— PROBLEM REQUIREMENTS —
Output only the lines from the start of the entries through the line holding "width:54px; height:54px; display:grid;". Each line must match the original exactly.

— EXTRACTED RECORDS —
────────

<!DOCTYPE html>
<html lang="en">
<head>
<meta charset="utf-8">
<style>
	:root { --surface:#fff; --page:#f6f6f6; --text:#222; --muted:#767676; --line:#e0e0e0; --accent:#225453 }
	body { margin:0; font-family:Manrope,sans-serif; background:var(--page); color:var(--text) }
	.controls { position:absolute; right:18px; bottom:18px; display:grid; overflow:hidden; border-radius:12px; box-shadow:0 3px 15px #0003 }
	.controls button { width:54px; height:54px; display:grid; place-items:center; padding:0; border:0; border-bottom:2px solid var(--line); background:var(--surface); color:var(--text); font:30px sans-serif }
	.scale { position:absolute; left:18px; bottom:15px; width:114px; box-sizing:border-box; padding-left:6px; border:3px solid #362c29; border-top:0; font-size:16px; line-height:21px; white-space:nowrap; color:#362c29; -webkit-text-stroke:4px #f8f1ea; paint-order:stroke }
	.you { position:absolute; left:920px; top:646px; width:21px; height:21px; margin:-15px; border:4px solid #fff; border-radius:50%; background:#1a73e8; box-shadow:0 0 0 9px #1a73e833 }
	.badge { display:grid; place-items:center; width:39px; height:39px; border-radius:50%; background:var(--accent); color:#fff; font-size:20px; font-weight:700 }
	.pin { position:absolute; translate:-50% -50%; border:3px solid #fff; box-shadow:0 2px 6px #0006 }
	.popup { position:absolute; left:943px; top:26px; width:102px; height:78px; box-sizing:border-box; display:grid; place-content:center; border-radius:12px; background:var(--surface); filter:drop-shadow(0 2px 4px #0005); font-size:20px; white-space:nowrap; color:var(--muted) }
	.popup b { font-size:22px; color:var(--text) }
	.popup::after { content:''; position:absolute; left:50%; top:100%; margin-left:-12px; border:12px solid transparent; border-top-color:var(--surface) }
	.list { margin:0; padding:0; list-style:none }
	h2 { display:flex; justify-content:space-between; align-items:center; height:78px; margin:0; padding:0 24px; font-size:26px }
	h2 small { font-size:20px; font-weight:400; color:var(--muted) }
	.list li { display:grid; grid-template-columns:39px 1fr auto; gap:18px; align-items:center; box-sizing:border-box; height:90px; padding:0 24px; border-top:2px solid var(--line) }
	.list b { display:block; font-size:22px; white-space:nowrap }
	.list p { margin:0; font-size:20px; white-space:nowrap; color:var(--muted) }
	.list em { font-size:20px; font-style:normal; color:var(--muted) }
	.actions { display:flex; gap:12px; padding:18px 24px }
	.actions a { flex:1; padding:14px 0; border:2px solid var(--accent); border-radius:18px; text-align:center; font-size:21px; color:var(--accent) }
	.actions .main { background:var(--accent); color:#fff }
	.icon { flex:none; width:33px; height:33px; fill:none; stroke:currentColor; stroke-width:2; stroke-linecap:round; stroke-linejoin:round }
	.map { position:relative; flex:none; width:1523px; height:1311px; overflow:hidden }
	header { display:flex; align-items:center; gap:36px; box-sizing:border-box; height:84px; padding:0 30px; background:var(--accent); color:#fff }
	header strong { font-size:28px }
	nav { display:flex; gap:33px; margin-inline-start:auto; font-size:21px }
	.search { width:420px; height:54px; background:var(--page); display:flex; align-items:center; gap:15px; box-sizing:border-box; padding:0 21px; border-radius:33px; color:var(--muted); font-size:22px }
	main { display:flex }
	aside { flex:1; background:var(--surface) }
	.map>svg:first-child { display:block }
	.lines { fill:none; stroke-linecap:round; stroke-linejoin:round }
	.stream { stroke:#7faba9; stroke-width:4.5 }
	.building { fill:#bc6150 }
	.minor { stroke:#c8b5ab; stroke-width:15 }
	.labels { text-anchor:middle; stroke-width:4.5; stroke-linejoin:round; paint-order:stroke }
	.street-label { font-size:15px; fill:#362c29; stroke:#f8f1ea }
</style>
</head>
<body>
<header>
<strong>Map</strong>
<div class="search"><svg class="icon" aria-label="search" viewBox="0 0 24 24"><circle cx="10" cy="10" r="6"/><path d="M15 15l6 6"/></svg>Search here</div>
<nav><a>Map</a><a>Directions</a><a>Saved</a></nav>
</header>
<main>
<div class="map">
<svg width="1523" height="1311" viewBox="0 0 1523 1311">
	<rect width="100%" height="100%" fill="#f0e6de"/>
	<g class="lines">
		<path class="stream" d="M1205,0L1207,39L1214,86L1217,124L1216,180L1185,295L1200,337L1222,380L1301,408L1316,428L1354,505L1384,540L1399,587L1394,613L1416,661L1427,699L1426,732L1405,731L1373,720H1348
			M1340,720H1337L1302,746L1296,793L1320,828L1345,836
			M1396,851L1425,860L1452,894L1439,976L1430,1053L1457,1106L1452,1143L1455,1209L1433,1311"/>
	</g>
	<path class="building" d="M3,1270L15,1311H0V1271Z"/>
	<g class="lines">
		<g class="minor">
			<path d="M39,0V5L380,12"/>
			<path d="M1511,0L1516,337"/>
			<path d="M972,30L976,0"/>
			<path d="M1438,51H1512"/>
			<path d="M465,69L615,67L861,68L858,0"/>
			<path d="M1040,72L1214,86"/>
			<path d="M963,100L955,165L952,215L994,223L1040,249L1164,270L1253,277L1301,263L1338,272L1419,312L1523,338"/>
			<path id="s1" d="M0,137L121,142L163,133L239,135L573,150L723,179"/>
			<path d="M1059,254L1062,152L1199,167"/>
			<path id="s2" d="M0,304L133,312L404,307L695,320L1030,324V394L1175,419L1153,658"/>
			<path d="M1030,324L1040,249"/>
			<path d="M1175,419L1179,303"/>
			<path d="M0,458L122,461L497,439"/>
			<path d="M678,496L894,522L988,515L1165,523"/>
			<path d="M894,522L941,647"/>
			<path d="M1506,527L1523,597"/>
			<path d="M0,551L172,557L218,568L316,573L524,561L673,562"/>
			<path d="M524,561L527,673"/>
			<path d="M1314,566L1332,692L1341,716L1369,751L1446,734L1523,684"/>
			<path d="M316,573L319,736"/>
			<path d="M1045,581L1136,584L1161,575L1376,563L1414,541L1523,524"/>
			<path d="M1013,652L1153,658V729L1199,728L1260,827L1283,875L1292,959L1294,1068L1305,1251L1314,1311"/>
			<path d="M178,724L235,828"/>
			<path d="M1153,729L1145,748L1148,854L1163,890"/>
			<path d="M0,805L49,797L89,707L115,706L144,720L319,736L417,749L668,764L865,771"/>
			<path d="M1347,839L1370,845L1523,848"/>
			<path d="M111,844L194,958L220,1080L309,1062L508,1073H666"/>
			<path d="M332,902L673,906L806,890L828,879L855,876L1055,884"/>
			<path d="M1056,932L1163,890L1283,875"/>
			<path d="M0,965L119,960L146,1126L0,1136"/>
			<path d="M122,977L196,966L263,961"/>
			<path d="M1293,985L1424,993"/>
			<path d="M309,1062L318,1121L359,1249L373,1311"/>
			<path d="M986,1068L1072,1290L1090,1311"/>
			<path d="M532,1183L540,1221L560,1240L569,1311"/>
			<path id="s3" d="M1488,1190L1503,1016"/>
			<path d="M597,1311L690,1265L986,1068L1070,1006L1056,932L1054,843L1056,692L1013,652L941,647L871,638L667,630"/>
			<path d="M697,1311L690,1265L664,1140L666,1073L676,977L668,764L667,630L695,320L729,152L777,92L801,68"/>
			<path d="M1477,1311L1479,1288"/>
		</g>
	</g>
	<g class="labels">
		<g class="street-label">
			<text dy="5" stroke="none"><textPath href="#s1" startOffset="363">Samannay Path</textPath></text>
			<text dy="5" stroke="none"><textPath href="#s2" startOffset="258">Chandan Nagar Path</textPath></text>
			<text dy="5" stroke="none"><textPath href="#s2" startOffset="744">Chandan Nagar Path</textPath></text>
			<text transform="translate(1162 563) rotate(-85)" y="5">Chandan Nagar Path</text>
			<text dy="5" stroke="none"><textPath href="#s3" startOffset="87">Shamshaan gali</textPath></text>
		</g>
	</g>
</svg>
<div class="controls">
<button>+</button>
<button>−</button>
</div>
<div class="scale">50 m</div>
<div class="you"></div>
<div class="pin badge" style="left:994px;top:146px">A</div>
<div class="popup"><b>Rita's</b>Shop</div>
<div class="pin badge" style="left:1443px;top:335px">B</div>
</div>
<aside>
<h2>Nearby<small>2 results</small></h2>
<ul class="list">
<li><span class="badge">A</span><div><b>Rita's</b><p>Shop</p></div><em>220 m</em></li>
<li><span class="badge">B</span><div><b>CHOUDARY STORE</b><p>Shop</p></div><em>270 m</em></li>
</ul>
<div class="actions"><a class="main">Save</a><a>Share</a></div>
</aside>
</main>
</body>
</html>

────────

— RESPONSE TO THE TASK —
<!DOCTYPE html>
<html lang="en">
<head>
<meta charset="utf-8">
<style>
	:root { --surface:#fff; --page:#f6f6f6; --text:#222; --muted:#767676; --line:#e0e0e0; --accent:#225453 }
	body { margin:0; font-family:Manrope,sans-serif; background:var(--page); color:var(--text) }
	.controls { position:absolute; right:18px; bottom:18px; display:grid; overflow:hidden; border-radius:12px; box-shadow:0 3px 15px #0003 }
	.controls button { width:54px; height:54px; display:grid; place-items:center; padding:0; border:0; border-bottom:2px solid var(--line); background:var(--surface); color:var(--text); font:30px sans-serif }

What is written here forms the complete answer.